Auch wenn der Name BEARDFISH auf den ersten Blick vielleicht den Eindruck vermittelt, es handle sich um ein Projekt aus dem SPOCK’S-BEARD-Umfeld, ist dies nicht der Fall.
Die Schweden verschreiben sich eindeutig dem Retro Prog Rock und gehen deutlich entspannter zu Werke als ihre ebenfalls bärtigen Kollegen. Nach ihren beiden Alben „Fran En Plats Du Ej Kan Se…“ (2003) und „The Sane Day“ (2006), die bereits im Underground einiges an Aufsehen erregen konnten, bringen BEARDFISH nun über die Prog-Klangwerkstatt Inside Out Music ihr neues Album „Sleeping In Traffic: Part One“ unter die Leute.

Geboten wird herrlich auf alt getrimmter Progressive Rock, der mit genialen Orgel-Sounds, verspielten Arrangements und etlichen Folkanleihen ziemlich schnell Eindruck schindet. Ich möchte nicht übertreiben, aber einen derart wundervoll ausgeloteten Old-School-Sound habe ich zuletzt auf den alten GENESIS-Alben wahrgenommen. BEARDFISH erzählen kleine musikalische Geschichten, die ideenreich und klug konzipiert sind. Neben GENESIS zu Peter Gabriel-Zeiten sollten als hörbarer Einfluss noch KING CRIMSON, eine kleine Prise SUPERTRAMP und CAMEL, sowie etwas GENTE GIANT und FRANK ZAPPA erwähnt werden, wobei die letzten Beiden in der Musik BEARDFISHs eher am Rande einzustufen sind.
Diese Band macht nicht den Fehler, die alte Garde stumpf zu kopieren oder auf eigene Weise nachzuäffen. BEARDFISH sind eindeutig sie selbst und bedienen sich lediglich in der Machart ihrer Musik in den 70er Jahren.

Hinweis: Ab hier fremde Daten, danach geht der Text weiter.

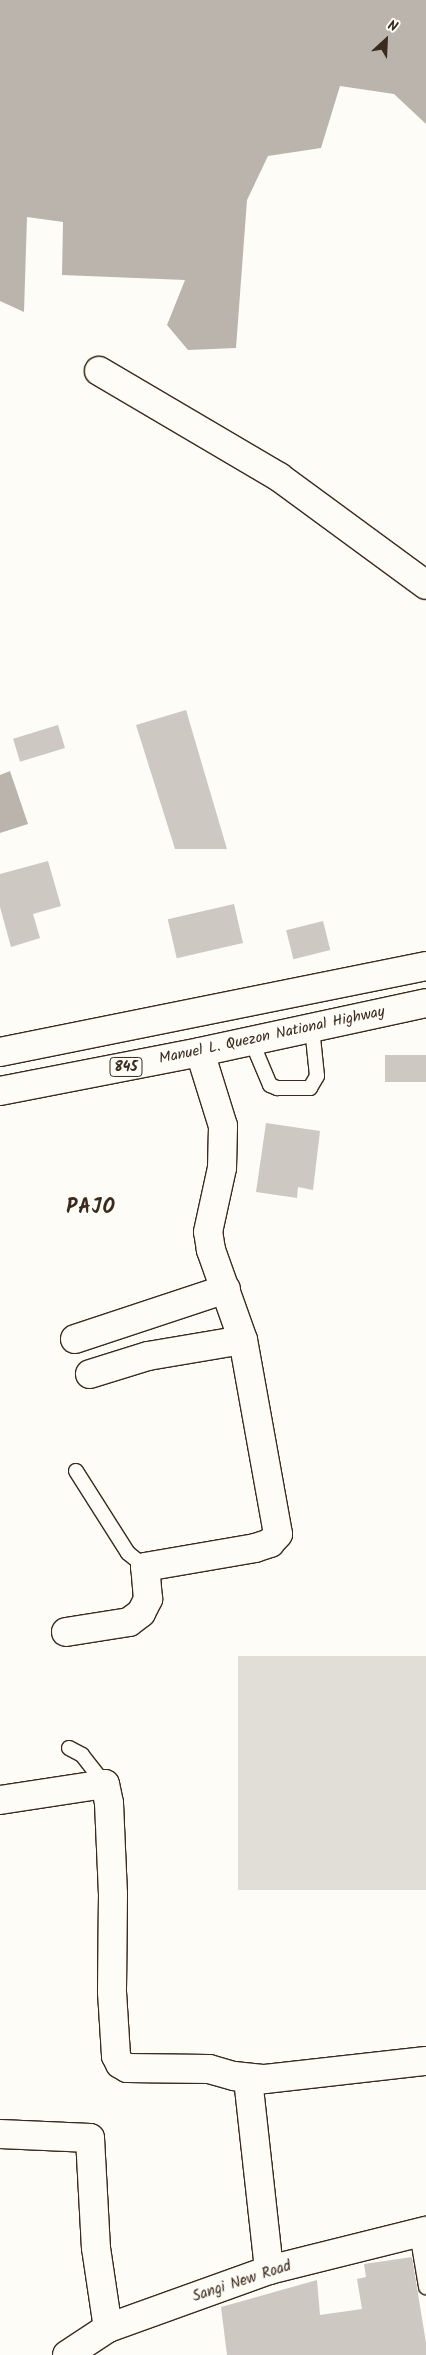 <!DOCTYPE html>
<style>
body{margin:0}
#map{position:relative;width:426px;height:2355px;overflow:hidden;background:#fdfcf7;font-family:Kalam,sans-serif}
div>[style]{position:absolute}
[style*='--x']{left:calc(var(--x)*1px);top:calc(var(--y)*1px);width:calc(var(--w)*1px);rotate:calc(var(--a)*1deg)}
.green>*{inset:0;background:#e1ded7;transform-origin:0 0}
.water>*{inset:0;background:#bbb4ad}
.building>*{inset:0;background:#cdc8c2;transform-origin:0 0}
.roads{filter:drop-shadow(1px 0 #3b2a1e) drop-shadow(-1px 0 #3b2a1e) drop-shadow(0 1px #3b2a1e) drop-shadow(0 -1px #3b2a1e)}
.lane>*{height:14px;margin:-7px;padding:0 7px;transform-origin:7px;border-radius:7px;background:#fdfcf7}
.street>*{height:28px;margin:-14px;padding:0 14px;transform-origin:14px;border-radius:14px;background:#fdfcf7}
.secondary>*{height:28px;margin:-14px;padding:0 14px;transform-origin:14px;border-radius:14px;background:#fdfcf7}
.primary>*{height:28px;margin:-14px;padding:0 14px;transform-origin:14px;border-radius:14px;background:#fdfcf7}
span{translate:-50% -50%;white-space:nowrap;text-align:center;line-height:1.15;-webkit-text-stroke:4px #fdfcf7;paint-order:stroke}
.shield-label span{padding:1px 4px;background:#fdfcf7;border:1px solid;border-radius:4px;-webkit-text-stroke-width:0}
.shield-label{font-size:14px;color:#3b2a1e;font-weight:700}
.street-label{font-size:15px;color:#3b2a1e}
.district-label{font-size:20px;color:#3b2a1e;font-weight:700;letter-spacing:1px}
.north{position:absolute;left:361px;top:15px;width:50px;height:50px;-webkit-text-stroke:4px #fdfcf7;paint-order:stroke;rotate:25deg;font-size:14px;font-weight:700;line-height:20px;text-align:center;color:#3b2a1e}
.north::after{content:'';display:block;margin:auto;width:18px;height:22px;background:#3b2a1e;clip-path:polygon(50% 0,100% 100%,50% 72%,0 100%)}
</style>
<div id="map">
<div class="green">
<i style="left:426px;top:1656px;width:234px;height:188px;rotate:90deg"></i>
</div>
<div class="water">
<i style="clip-path:polygon(0 0,426px 0,426px 124px,394px 94px,340px 86px,321px 148px,268px 156px,247px 200px,236px 348px,188px 350px,167px 325px,185px 280px,62px 275px,63px 222px,27px 217px,24px 312px,0 301px)"></i>
<i style="clip-path:polygon(10px 771px,28px 824px,0 833px,0 775px)"></i>
</div>
<div class="building">
<i style="clip-path:polygon(186px 710px,227px 849px,175px 849px,136px 725px)"></i>
<i style="left:58px;top:725px;width:24px;height:47px;rotate:73deg"></i>
<i style="clip-path:polygon(48px 861px,61px 906px,33px 914px,40px 938px,11px 947px,0 907px,0 874px)"></i>
<i style="left:234px;top:904px;width:40px;height:68px;rotate:77deg"></i>
<i style="left:323px;top:921px;width:30px;height:38px;rotate:76deg"></i>
<i style="left:426px;top:1055px;width:27px;height:41px;rotate:90deg"></i>
<i style="clip-path:polygon(266px 1123px,320px 1131px,313px 1190px,298px 1187px,297px 1198px,256px 1192px)"></i>
<i style="clip-path:polygon(412px 2257px,426px 2343px,426px 2355px,227px 2355px,221px 2307px,317px 2280px,320px 2315px,362px 2309px,357px 2279px,366px 2277px,364px 2264px)"></i>
</div>
<div class="roads">
<div class="lane">
<i style="--x:251;--y:1040;--w:49;--a:67.1"></i>
<i style="--x:270;--y:1085;--w:8;--a:23"></i>
<i style="--x:277;--y:1088;--w:33;--a:0"></i>
<i style="--x:310;--y:1088;--w:14;--a:-60"></i>
<i style="--x:317;--y:1076;--w:48;--a:-95.9"></i>
<i style="--x:76;--y:1471;--w:97;--a:57.6"></i>
<i style="--x:128;--y:1553;--w:22;--a:39"></i>
<i style="--x:69;--y:1748;--w:15;--a:28"></i>
<i style="--x:82;--y:1755;--w:37;--a:52"></i>
<i style="--x:417;--y:2233;--w:55;--a:80.5"></i>
</div>
<div class="street">
<i style="--x:99;--y:371;--w:209;--a:30.5"></i>
<i style="--x:279;--y:477;--w:182;--a:36.3"></i>
<i style="--x:75;--y:1339;--w:159;--a:-18.3"></i>
<i style="--x:90;--y:1374;--w:61;--a:-17.2"></i>
<i style="--x:148;--y:1356;--w:96;--a:-9.6"></i>
<i style="--x:66;--y:1632;--w:64;--a:-9"></i>
<i style="--x:129;--y:1622;--w:15;--a:-37"></i>
<i style="--x:141;--y:1613;--w:16;--a:-63"></i>
<i style="--x:148;--y:1599;--w:32;--a:-95"></i>
<i style="--x:145;--y:1567;--w:112;--a:-9.8"></i>
<i style="--x:255;--y:1548;--w:16;--a:-18"></i>
<i style="--x:270;--y:1543;--w:12;--a:-48"></i>
<i style="--x:278;--y:1534;--w:197;--a:-100.2"></i>
<i style="--x:243;--y:1340;--w:96;--a:-109.6"></i>
<i style="--x:211;--y:1250;--w:18;--a:-99"></i>
<i style="--x:208;--y:1232;--w:66;--a:-77.7"></i>
<i style="--x:222;--y:1168;--w:42;--a:-88.6"></i>
<i style="--x:223;--y:1126;--w:77;--a:-107.3"></i>
<i style="--x:0;--y:1800;--w:106;--a:-8.7"></i>
<i style="--x:105;--y:1784;--w:19;--a:78"></i>
<i style="--x:109;--y:1803;--w:91;--a:87.5"></i>
<i style="--x:113;--y:1894;--w:98;--a:90.6"></i>
<i style="--x:112;--y:1992;--w:64;--a:86.4"></i>
<i style="--x:116;--y:2056;--w:9;--a:63"></i>
<i style="--x:120;--y:2064;--w:8;--a:30"></i>
<i style="--x:127;--y:2068;--w:82;--a:0.7"></i>
<i style="--x:209;--y:2069;--w:26;--a:16"></i>
<i style="--x:234;--y:2076;--w:31;--a:6"></i>
<i style="--x:265;--y:2079;--w:162;--a:-6.4"></i>
<i style="--x:248;--y:2079;--w:192;--a:83.7"></i>
<i style="--x:0;--y:2134;--w:90;--a:2.5"></i>
<i style="--x:90;--y:2138;--w:110;--a:86.9"></i>
<i style="--x:96;--y:2248;--w:81;--a:81.5"></i>
</div>
<div class="secondary">
<i style="--x:67;--y:2355;--w:49;--a:-33.4"></i>
<i style="--x:108;--y:2328;--w:171;--a:-19.8"></i>
<i style="--x:269;--y:2270;--w:162;--a:-14"></i>
</div>
<div class="primary">
<i style="--x:0;--y:1052;--w:435;--a:-11.4"></i>
<i style="--x:0;--y:1091;--w:204;--a:-11"></i>
<i style="--x:200;--y:1052;--w:231;--a:-12.2"></i>
</div>
</div>
<div class="shield-label">
<span style="left:126px;top:1067px">845</span>
</div>
<div class="street-label">
<span style="left:272px;top:1036px;rotate:-12deg">Manuel L. Quezon National Highway</span>
<span style="left:242px;top:2282px;rotate:-18deg">Sangi New Road</span>
</div>
<div class="district-label">
<span style="left:91px;top:1208px">PAJO</span>
</div>
<div class="north">N</div>
</div>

„Sleeping In Traffic: Part One“ ist das, was ich reinen Progressive Rock der alten Schule nenne. Hier gibt es nicht den Hauch einer neumodisch kalten Produktion, keine unnatürlich wirkenden Sounds oder sterile Arrangements, beziehungsweise kaltes Songwriting. Die Musik von BEARDFISH lebt und dürfte nicht nur den alten Hasen unter der immer noch hell lodernden Prog-Sonne das eine oder andere Tränchen der Erinnerung in die Augen treiben.

Der zweite Teil dieses klasse Albums ist angeblich schon in Arbeit und wenn es der Band gelingen sollte, die Gesangspassagen noch etwas interessanter und fesselnder zu gestalten, prophezeie ich BEARDFISH großes in der progressiven Szene.